This is the story of how one young and thirsty nerd spent years sifting through accessible bottles in both my personal upbringing and career, only to find I was bored. This is a brief letter of admiration and disdain for the history of a beverage that has shaped my life. Modernity in wine is something I’ve begun to reject. Postmodern winemaking held my interest for a time; I remain ever-critical of the movements our wine world continues to make. This subconscious pessimistic fog (I believe it’s technically burnout) blinded me until this September, when I spent my second month in the [often] underrated Franken wine region of Northern Bavaria, Germany, for the harvest season.
Too little technology to numb me, too much time to read non-fiction, and exponentially more time to stand among vines and winemakers, whom I call friends. I reflect on the sea of wine content, education, and intuition that has brought me here. I dissociate within the never-ending pong match of nihilistic and catastrophic thoughts, of steep hillsides and tardy trains. After the massive therapy session among Muschelkalk (fossils, limestone, and dolomite) and vines, I theorize our current wine world as a breathing entity, inhaling and sighing.
Why is it so divisive? There has never been a better time to enjoy wine. In contemporary wine, nostalgia, history, and postmodernism are all embraced. The contemporary wine world is to, on the same day, sip qvevri fermented wines from Iphofen, to imbibe in exciting hybrid wines from North American wineries, and finally, to tolerate a Georges DuBeouf Beaujolais with your hamburger at Chez Lucien. It is not to negate what we’ve learned through the regime of conventional wine, but to resonate and respect the history. In a moment of career exhaustion, I desperately needed a reminder of why I fell in love with wine. That’s when I booked the flight back to Germany.

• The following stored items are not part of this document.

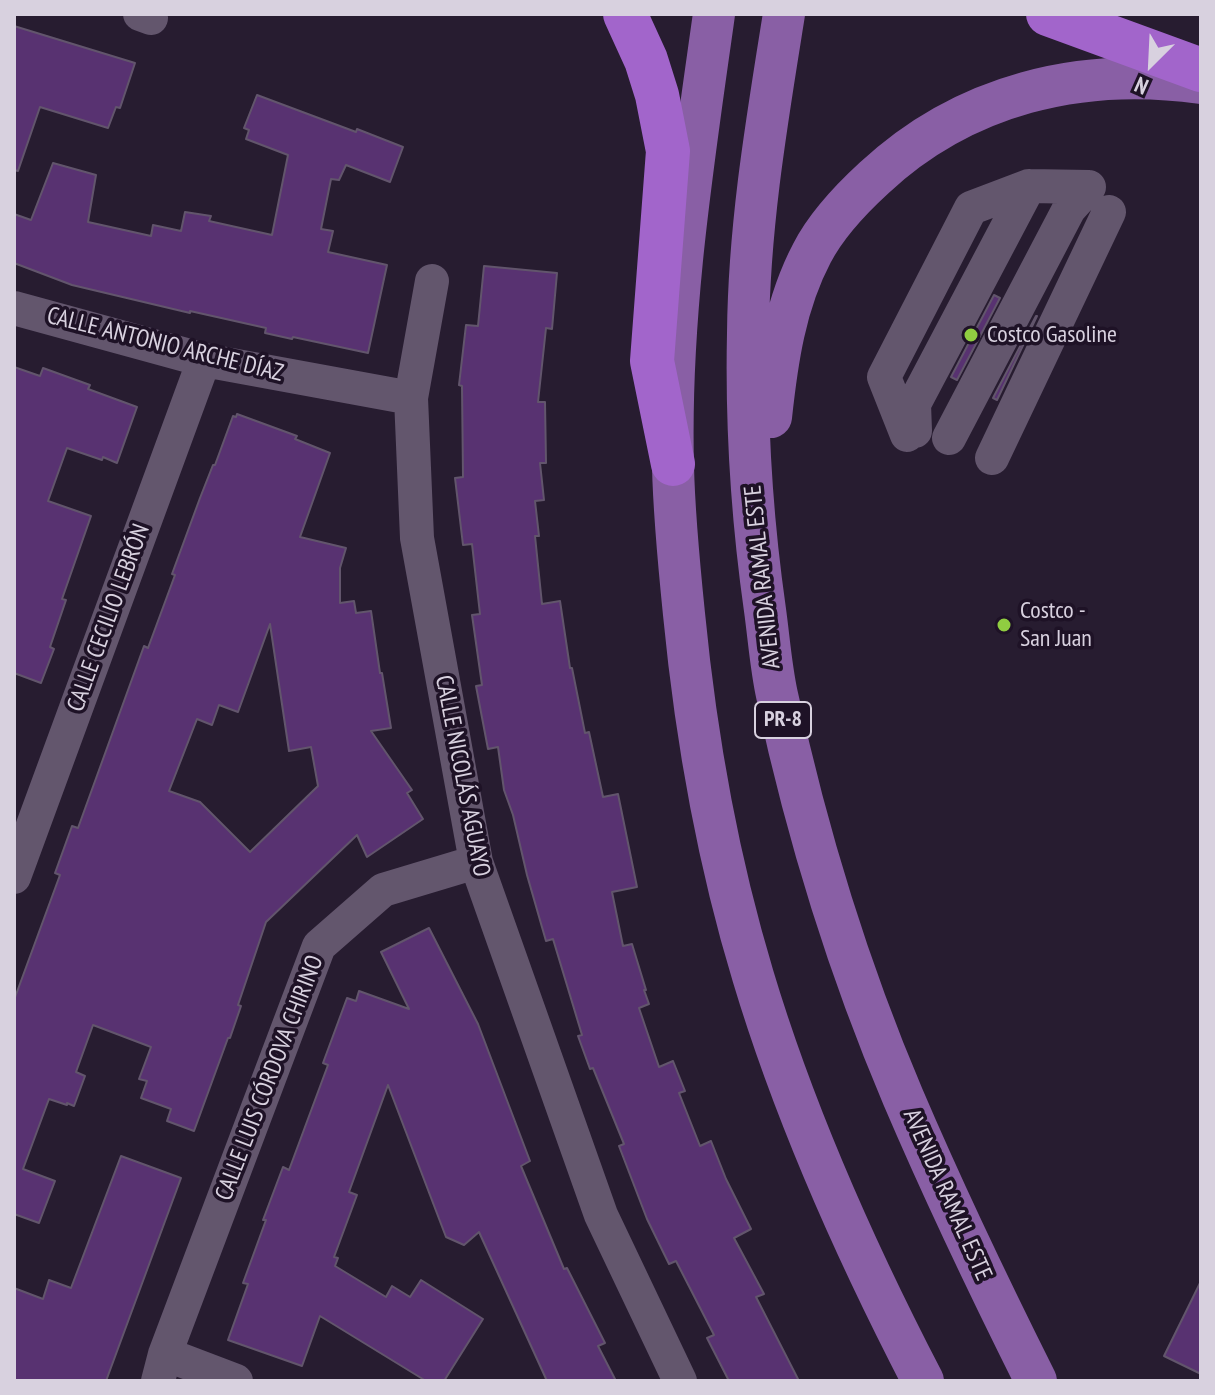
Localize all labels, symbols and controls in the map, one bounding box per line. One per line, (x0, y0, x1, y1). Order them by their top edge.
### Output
north arrow (1111, 24, 1191, 104)
text: N (1130, 71, 1152, 101)
street label: CALLE ANTONIO ARCHE DÍAZ (44, 302, 286, 388)
place label: Costco Gasoline (987, 321, 1117, 349)
marker: Costco Gasoline (962, 326, 980, 344)
street label: AVENIDA RAMAL ESTE (739, 484, 787, 670)
street label: CALLE CECILIO LEBRÓN (62, 520, 156, 716)
place label: Costco - San Juan (1020, 597, 1092, 653)
marker: Costco - San Juan (995, 616, 1013, 634)
street label: CALLE NICOLÁS AGUAYO (428, 673, 496, 879)
road number: PR-8 (755, 702, 811, 738)
street label: CALLE LUIS CÓRDOVA CHIRINO (210, 951, 330, 1205)
street label: AVENIDA RAMAL ESTE (896, 1105, 998, 1285)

I intend to romanticize wine in its current state, let it fill my heart in the vineyard, and discuss why my favourite German winemakers choose to intuitively evolve their styles regardless of time, energy, and modernity.
First, let’s get brainy: What is modern and postmodern winemaking? As a comparison, it is not simple; like any philosophical jargon, it at times poses more questions than solutions (much like wine itself).
Modern winemaking can be considered ‘conventional winemaking’, a movement in wine that began around the 1970s and has had a proverbial chokehold on the Western world ever since. Wines from this era and beyond are developed to be consistent, more fruit-forward, and oakier. They don’t require much in terms of ageing, making them approachable, affordable even (think, extremely marketable money-making wine).
It focuses on export and conformity (think McDonalds). While traditional winemaking created wines of significant tannic structure, longer macerations, and larger neutral oak barrels (to clarify, this is Western European traditionalist winemaking, not to be confused with wine traditions from literally anywhere else).
Traditional winemaking is the ‘low and slow’ of cooking, but for winemaking. It suggests a lot fewer additives into the wine and, for me, touches down closer to natural wine than conventional wine.
Postmodernism in winemaking cherrypicks from both but favours a scientific approach and the tailoring of chemistry to aid in winemaking. At its worst, it ridicules what culture, history, and wholesomeness is left in viniculture—aspects that I and many others fell in love with in the first place. At best, much like the tumultuous definition of ‘natural wine’, postmodern winemaking has definition variants. Some chain it back to modern winemaking, and many practicing postmodernists would suggest holistic approaches in tandem with technological advances, while others believe there is no longer canon, and there are no real rules. I tend to agree more with the freeing, albeit positively nihilistic, views of the latter, but with one key drive home: we are in a new era of winemaking.
Natural wine has existed before conventional wine, and it will exist after. The wine drank in the old world, the traditional winemaking technique, was natural wine. Industrialism had not yet placed its consistent and calculated hand upon viniculture. Even in the newly popular Blue Zones documentary series, regarding eating wisely, they show that in those Blue Zones (where there are the highest rates of population reaching centenarian status) enjoy one or two glasses of wine a day among friends and family. However, our host, Dan Buettner, reminds the audience that it’s not just any wine; it’s natural wine.
No additives, no preservatives, and no added sugars.
Natural wine isn’t going anywhere, and it isn’t a trend; It’s a universal cultural phenomenon.